__Directions__
The expected output is every record below, transcribed exactly, with the pictures left out.

[Records contained in a dataset]
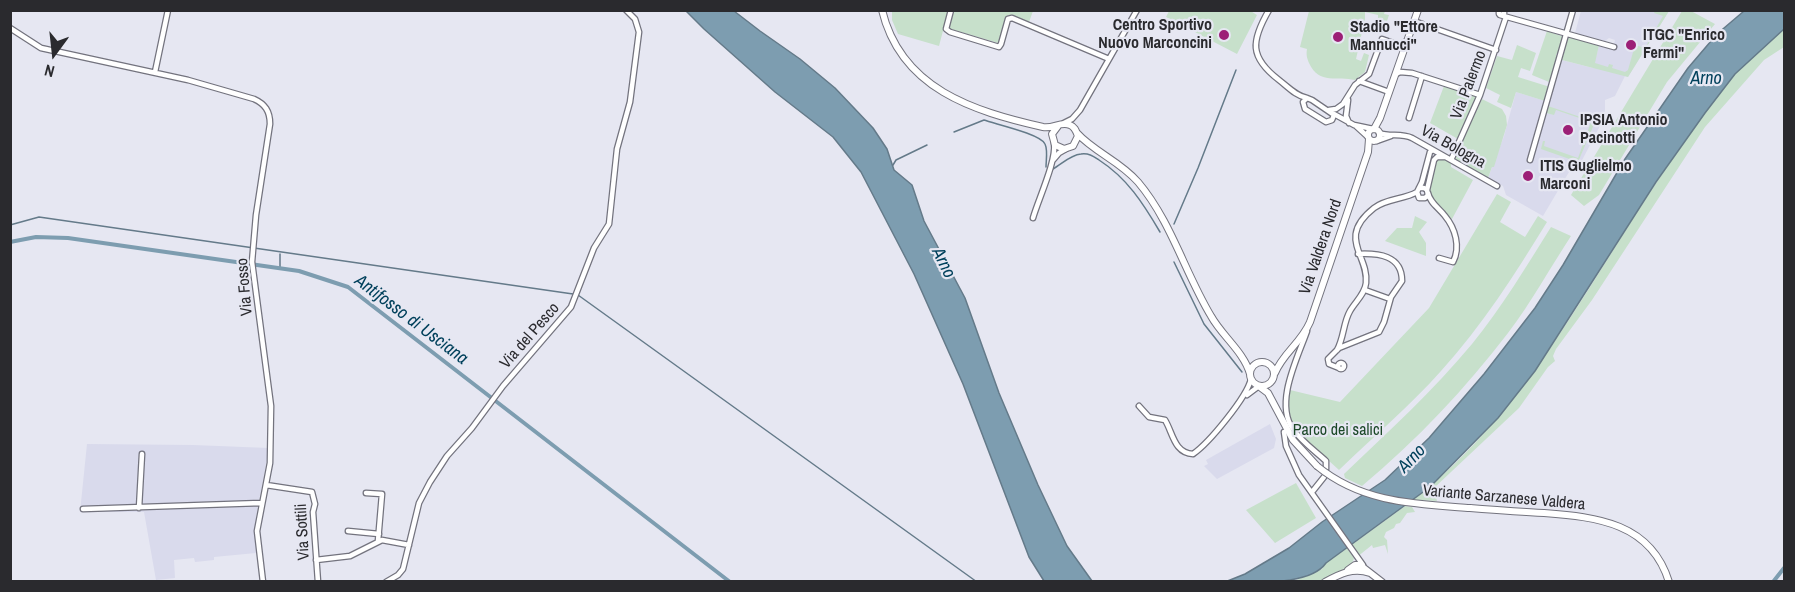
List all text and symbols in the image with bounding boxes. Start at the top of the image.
place label: Centro Sportivo Nuovo Marconcini [1098,16,1212,54]
place label: Stadio "Ettore Mannucci" [1350,18,1438,56]
north arrow [24,24,84,84]
place label: ITGC "Enrico Fermi" [1643,26,1725,64]
marker: Centro Sportivo Nuovo Marconcini [1217,28,1231,42]
marker: Stadio "Ettore Mannucci" [1331,30,1345,44]
marker: ITGC "Enrico Fermi" [1624,38,1638,52]
street label: Via Palermo [1447,48,1491,122]
text: N [42,60,57,83]
water label: Arno [1690,68,1722,90]
place label: IPSIA Antonio Pacinotti [1580,111,1667,149]
street label: Via Bologna [1417,121,1489,173]
marker: IPSIA Antonio Pacinotti [1561,123,1575,137]
place label: ITIS Guglielmo Marconi [1540,157,1632,195]
marker: ITIS Guglielmo Marconi [1521,169,1535,183]
street label: Via Valdera Nord [1296,197,1346,297]
water label: Arno [926,244,960,282]
street label: Via Fosso [233,257,257,317]
water label: Antifosso di Usciana [350,270,472,370]
street label: Via del Pesco [496,299,564,373]
park label: Parco dei salici [1293,421,1383,441]
water label: Arno [1393,440,1431,478]
street label: Variante Sarzanese Valdera [1422,481,1586,515]
street label: Via Sottili [292,503,314,561]

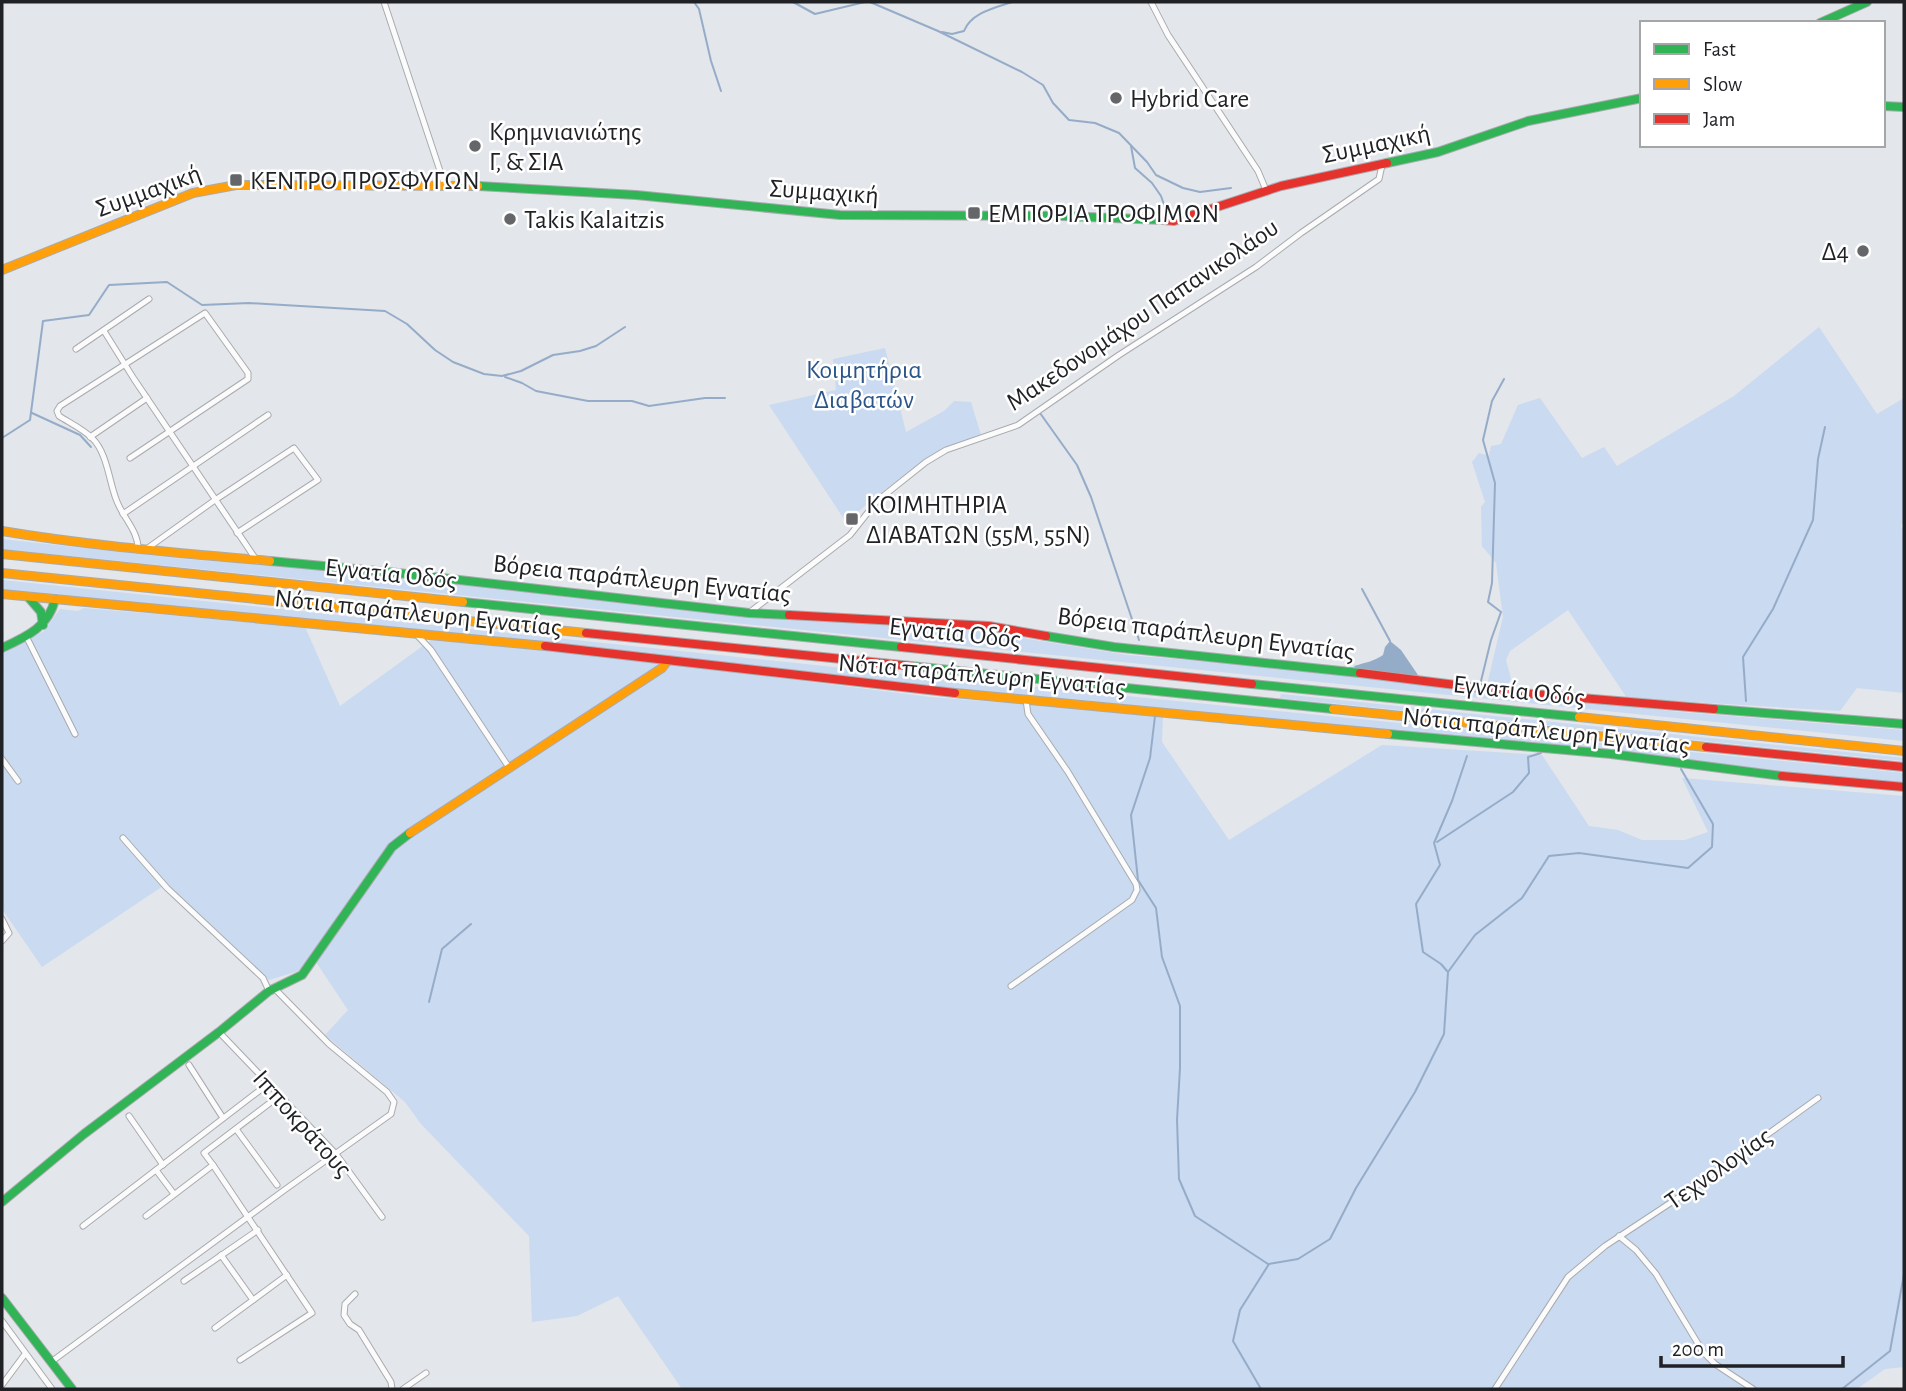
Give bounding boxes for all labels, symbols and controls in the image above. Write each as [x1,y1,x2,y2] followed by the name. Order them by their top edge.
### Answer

__Task solution__
List all text and symbols in the image with bounding boxes. Start at the top of the image.
place label: Centro Sportivo Nuovo Marconcini [1098,16,1212,54]
place label: Stadio "Ettore Mannucci" [1350,18,1438,56]
north arrow [24,24,84,84]
place label: ITGC "Enrico Fermi" [1643,26,1725,64]
marker: Centro Sportivo Nuovo Marconcini [1217,28,1231,42]
marker: Stadio "Ettore Mannucci" [1331,30,1345,44]
marker: ITGC "Enrico Fermi" [1624,38,1638,52]
street label: Via Palermo [1447,48,1491,122]
text: N [42,60,57,83]
water label: Arno [1690,68,1722,90]
place label: IPSIA Antonio Pacinotti [1580,111,1667,149]
street label: Via Bologna [1417,121,1489,173]
marker: IPSIA Antonio Pacinotti [1561,123,1575,137]
place label: ITIS Guglielmo Marconi [1540,157,1632,195]
marker: ITIS Guglielmo Marconi [1521,169,1535,183]
street label: Via Valdera Nord [1296,197,1346,297]
water label: Arno [926,244,960,282]
street label: Via Fosso [233,257,257,317]
water label: Antifosso di Usciana [350,270,472,370]
street label: Via del Pesco [496,299,564,373]
park label: Parco dei salici [1293,421,1383,441]
water label: Arno [1393,440,1431,478]
street label: Variante Sarzanese Valdera [1422,481,1586,515]
street label: Via Sottili [292,503,314,561]

Give bounding boxes for all labels, symbols and controls in the image above. Write each as [x1,y1,x2,y2] followed by the name. Order them by their top edge.
### Answer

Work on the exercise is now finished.